Start of Data supplied

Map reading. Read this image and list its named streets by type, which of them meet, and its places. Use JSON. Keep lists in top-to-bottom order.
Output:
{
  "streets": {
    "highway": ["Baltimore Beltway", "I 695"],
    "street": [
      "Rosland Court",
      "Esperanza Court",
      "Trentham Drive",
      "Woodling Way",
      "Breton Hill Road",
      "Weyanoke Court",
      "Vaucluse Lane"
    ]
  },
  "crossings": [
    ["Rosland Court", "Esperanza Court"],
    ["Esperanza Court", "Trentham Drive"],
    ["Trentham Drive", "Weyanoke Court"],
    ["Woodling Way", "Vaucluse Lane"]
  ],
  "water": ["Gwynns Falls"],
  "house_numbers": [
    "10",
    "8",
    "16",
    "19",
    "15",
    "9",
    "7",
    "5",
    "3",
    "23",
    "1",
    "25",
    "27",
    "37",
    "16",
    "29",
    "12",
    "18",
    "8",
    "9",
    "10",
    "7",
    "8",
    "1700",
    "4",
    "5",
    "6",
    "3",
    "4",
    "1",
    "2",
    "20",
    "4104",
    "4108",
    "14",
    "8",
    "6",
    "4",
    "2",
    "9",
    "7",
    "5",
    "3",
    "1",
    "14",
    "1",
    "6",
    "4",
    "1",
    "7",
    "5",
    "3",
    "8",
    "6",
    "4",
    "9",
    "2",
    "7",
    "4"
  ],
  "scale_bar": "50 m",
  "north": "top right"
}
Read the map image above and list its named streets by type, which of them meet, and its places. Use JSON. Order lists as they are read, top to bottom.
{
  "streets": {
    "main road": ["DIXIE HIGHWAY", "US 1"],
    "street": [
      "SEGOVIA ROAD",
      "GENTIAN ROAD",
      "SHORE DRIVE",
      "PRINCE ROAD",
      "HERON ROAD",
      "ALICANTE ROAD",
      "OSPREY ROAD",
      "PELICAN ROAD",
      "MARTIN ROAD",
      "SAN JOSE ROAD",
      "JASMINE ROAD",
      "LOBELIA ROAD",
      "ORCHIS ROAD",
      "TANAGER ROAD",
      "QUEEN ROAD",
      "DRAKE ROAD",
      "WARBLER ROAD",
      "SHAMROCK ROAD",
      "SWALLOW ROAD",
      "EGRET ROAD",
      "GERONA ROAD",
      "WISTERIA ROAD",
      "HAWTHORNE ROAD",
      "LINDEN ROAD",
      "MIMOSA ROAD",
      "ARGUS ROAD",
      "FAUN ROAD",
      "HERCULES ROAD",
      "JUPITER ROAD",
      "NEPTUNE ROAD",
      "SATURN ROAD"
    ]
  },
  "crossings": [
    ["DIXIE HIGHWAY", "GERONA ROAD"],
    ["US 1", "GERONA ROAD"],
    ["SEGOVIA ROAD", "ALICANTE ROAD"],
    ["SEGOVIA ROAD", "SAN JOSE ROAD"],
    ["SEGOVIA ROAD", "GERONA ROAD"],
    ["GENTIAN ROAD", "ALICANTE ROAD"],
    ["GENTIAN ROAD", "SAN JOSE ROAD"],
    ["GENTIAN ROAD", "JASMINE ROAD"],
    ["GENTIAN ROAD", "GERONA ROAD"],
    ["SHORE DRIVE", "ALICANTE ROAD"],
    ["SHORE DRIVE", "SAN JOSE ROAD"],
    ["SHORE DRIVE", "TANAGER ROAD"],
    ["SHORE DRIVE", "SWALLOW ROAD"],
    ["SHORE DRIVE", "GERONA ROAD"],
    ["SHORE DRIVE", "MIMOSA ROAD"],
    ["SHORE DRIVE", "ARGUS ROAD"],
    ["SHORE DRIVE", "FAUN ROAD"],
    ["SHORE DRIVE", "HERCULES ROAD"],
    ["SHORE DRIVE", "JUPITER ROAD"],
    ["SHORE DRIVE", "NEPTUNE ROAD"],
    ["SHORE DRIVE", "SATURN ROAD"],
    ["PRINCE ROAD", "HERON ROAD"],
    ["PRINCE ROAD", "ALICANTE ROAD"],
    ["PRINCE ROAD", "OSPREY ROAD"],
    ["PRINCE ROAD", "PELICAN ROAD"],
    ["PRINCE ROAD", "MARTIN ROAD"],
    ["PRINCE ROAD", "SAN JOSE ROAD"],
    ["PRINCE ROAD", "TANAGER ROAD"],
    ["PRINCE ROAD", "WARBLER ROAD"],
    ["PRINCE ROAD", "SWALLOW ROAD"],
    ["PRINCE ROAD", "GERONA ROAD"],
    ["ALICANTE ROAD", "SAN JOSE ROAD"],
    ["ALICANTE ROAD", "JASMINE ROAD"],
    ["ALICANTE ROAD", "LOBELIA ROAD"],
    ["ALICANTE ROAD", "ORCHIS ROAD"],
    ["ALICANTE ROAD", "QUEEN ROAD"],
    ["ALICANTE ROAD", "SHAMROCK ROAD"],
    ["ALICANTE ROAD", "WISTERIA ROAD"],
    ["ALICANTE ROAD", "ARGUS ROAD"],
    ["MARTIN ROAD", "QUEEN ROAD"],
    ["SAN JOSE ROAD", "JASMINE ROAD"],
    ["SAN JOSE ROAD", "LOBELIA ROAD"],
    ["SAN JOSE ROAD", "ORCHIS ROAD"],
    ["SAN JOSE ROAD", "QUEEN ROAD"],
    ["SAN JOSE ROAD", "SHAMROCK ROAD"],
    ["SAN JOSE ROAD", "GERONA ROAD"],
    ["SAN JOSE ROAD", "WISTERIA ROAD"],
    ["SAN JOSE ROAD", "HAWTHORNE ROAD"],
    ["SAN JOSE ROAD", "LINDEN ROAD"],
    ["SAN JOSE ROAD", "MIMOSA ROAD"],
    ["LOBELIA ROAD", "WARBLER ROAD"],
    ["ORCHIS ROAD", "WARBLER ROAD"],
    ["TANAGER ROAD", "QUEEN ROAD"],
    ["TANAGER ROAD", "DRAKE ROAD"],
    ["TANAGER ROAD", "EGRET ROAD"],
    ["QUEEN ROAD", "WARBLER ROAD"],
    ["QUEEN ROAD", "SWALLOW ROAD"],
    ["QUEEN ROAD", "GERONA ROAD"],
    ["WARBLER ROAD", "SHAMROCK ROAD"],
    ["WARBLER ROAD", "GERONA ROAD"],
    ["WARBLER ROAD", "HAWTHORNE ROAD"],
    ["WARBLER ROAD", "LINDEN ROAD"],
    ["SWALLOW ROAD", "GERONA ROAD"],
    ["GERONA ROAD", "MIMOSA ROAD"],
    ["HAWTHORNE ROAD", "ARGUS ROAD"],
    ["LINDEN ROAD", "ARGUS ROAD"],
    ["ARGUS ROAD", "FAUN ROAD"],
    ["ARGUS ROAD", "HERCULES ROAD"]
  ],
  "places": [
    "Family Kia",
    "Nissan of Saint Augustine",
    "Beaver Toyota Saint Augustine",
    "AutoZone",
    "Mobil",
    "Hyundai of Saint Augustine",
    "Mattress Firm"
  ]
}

End of Data supplied

_Your goal:_ What is needed is an exact copy of every entry above.

_Result of the task:_
Map reading. Read this image and list its named streets by type, which of them meet, and its places. Use JSON. Keep lists in top-to-bottom order.
Output:
{
  "streets": {
    "highway": ["Baltimore Beltway", "I 695"],
    "street": [
      "Rosland Court",
      "Esperanza Court",
      "Trentham Drive",
      "Woodling Way",
      "Breton Hill Road",
      "Weyanoke Court",
      "Vaucluse Lane"
    ]
  },
  "crossings": [
    ["Rosland Court", "Esperanza Court"],
    ["Esperanza Court", "Trentham Drive"],
    ["Trentham Drive", "Weyanoke Court"],
    ["Woodling Way", "Vaucluse Lane"]
  ],
  "water": ["Gwynns Falls"],
  "house_numbers": [
    "10",
    "8",
    "16",
    "19",
    "15",
    "9",
    "7",
    "5",
    "3",
    "23",
    "1",
    "25",
    "27",
    "37",
    "16",
    "29",
    "12",
    "18",
    "8",
    "9",
    "10",
    "7",
    "8",
    "1700",
    "4",
    "5",
    "6",
    "3",
    "4",
    "1",
    "2",
    "20",
    "4104",
    "4108",
    "14",
    "8",
    "6",
    "4",
    "2",
    "9",
    "7",
    "5",
    "3",
    "1",
    "14",
    "1",
    "6",
    "4",
    "1",
    "7",
    "5",
    "3",
    "8",
    "6",
    "4",
    "9",
    "2",
    "7",
    "4"
  ],
  "scale_bar": "50 m",
  "north": "top right"
}
Read the map image above and list its named streets by type, which of them meet, and its places. Use JSON. Order lists as they are read, top to bottom.
{
  "streets": {
    "main road": ["DIXIE HIGHWAY", "US 1"],
    "street": [
      "SEGOVIA ROAD",
      "GENTIAN ROAD",
      "SHORE DRIVE",
      "PRINCE ROAD",
      "HERON ROAD",
      "ALICANTE ROAD",
      "OSPREY ROAD",
      "PELICAN ROAD",
      "MARTIN ROAD",
      "SAN JOSE ROAD",
      "JASMINE ROAD",
      "LOBELIA ROAD",
      "ORCHIS ROAD",
      "TANAGER ROAD",
      "QUEEN ROAD",
      "DRAKE ROAD",
      "WARBLER ROAD",
      "SHAMROCK ROAD",
      "SWALLOW ROAD",
      "EGRET ROAD",
      "GERONA ROAD",
      "WISTERIA ROAD",
      "HAWTHORNE ROAD",
      "LINDEN ROAD",
      "MIMOSA ROAD",
      "ARGUS ROAD",
      "FAUN ROAD",
      "HERCULES ROAD",
      "JUPITER ROAD",
      "NEPTUNE ROAD",
      "SATURN ROAD"
    ]
  },
  "crossings": [
    ["DIXIE HIGHWAY", "GERONA ROAD"],
    ["US 1", "GERONA ROAD"],
    ["SEGOVIA ROAD", "ALICANTE ROAD"],
    ["SEGOVIA ROAD", "SAN JOSE ROAD"],
    ["SEGOVIA ROAD", "GERONA ROAD"],
    ["GENTIAN ROAD", "ALICANTE ROAD"],
    ["GENTIAN ROAD", "SAN JOSE ROAD"],
    ["GENTIAN ROAD", "JASMINE ROAD"],
    ["GENTIAN ROAD", "GERONA ROAD"],
    ["SHORE DRIVE", "ALICANTE ROAD"],
    ["SHORE DRIVE", "SAN JOSE ROAD"],
    ["SHORE DRIVE", "TANAGER ROAD"],
    ["SHORE DRIVE", "SWALLOW ROAD"],
    ["SHORE DRIVE", "GERONA ROAD"],
    ["SHORE DRIVE", "MIMOSA ROAD"],
    ["SHORE DRIVE", "ARGUS ROAD"],
    ["SHORE DRIVE", "FAUN ROAD"],
    ["SHORE DRIVE", "HERCULES ROAD"],
    ["SHORE DRIVE", "JUPITER ROAD"],
    ["SHORE DRIVE", "NEPTUNE ROAD"],
    ["SHORE DRIVE", "SATURN ROAD"],
    ["PRINCE ROAD", "HERON ROAD"],
    ["PRINCE ROAD", "ALICANTE ROAD"],
    ["PRINCE ROAD", "OSPREY ROAD"],
    ["PRINCE ROAD", "PELICAN ROAD"],
    ["PRINCE ROAD", "MARTIN ROAD"],
    ["PRINCE ROAD", "SAN JOSE ROAD"],
    ["PRINCE ROAD", "TANAGER ROAD"],
    ["PRINCE ROAD", "WARBLER ROAD"],
    ["PRINCE ROAD", "SWALLOW ROAD"],
    ["PRINCE ROAD", "GERONA ROAD"],
    ["ALICANTE ROAD", "SAN JOSE ROAD"],
    ["ALICANTE ROAD", "JASMINE ROAD"],
    ["ALICANTE ROAD", "LOBELIA ROAD"],
    ["ALICANTE ROAD", "ORCHIS ROAD"],
    ["ALICANTE ROAD", "QUEEN ROAD"],
    ["ALICANTE ROAD", "SHAMROCK ROAD"],
    ["ALICANTE ROAD", "WISTERIA ROAD"],
    ["ALICANTE ROAD", "ARGUS ROAD"],
    ["MARTIN ROAD", "QUEEN ROAD"],
    ["SAN JOSE ROAD", "JASMINE ROAD"],
    ["SAN JOSE ROAD", "LOBELIA ROAD"],
    ["SAN JOSE ROAD", "ORCHIS ROAD"],
    ["SAN JOSE ROAD", "QUEEN ROAD"],
    ["SAN JOSE ROAD", "SHAMROCK ROAD"],
    ["SAN JOSE ROAD", "GERONA ROAD"],
    ["SAN JOSE ROAD", "WISTERIA ROAD"],
    ["SAN JOSE ROAD", "HAWTHORNE ROAD"],
    ["SAN JOSE ROAD", "LINDEN ROAD"],
    ["SAN JOSE ROAD", "MIMOSA ROAD"],
    ["LOBELIA ROAD", "WARBLER ROAD"],
    ["ORCHIS ROAD", "WARBLER ROAD"],
    ["TANAGER ROAD", "QUEEN ROAD"],
    ["TANAGER ROAD", "DRAKE ROAD"],
    ["TANAGER ROAD", "EGRET ROAD"],
    ["QUEEN ROAD", "WARBLER ROAD"],
    ["QUEEN ROAD", "SWALLOW ROAD"],
    ["QUEEN ROAD", "GERONA ROAD"],
    ["WARBLER ROAD", "SHAMROCK ROAD"],
    ["WARBLER ROAD", "GERONA ROAD"],
    ["WARBLER ROAD", "HAWTHORNE ROAD"],
    ["WARBLER ROAD", "LINDEN ROAD"],
    ["SWALLOW ROAD", "GERONA ROAD"],
    ["GERONA ROAD", "MIMOSA ROAD"],
    ["HAWTHORNE ROAD", "ARGUS ROAD"],
    ["LINDEN ROAD", "ARGUS ROAD"],
    ["ARGUS ROAD", "FAUN ROAD"],
    ["ARGUS ROAD", "HERCULES ROAD"]
  ],
  "places": [
    "Family Kia",
    "Nissan of Saint Augustine",
    "Beaver Toyota Saint Augustine",
    "AutoZone",
    "Mobil",
    "Hyundai of Saint Augustine",
    "Mattress Firm"
  ]
}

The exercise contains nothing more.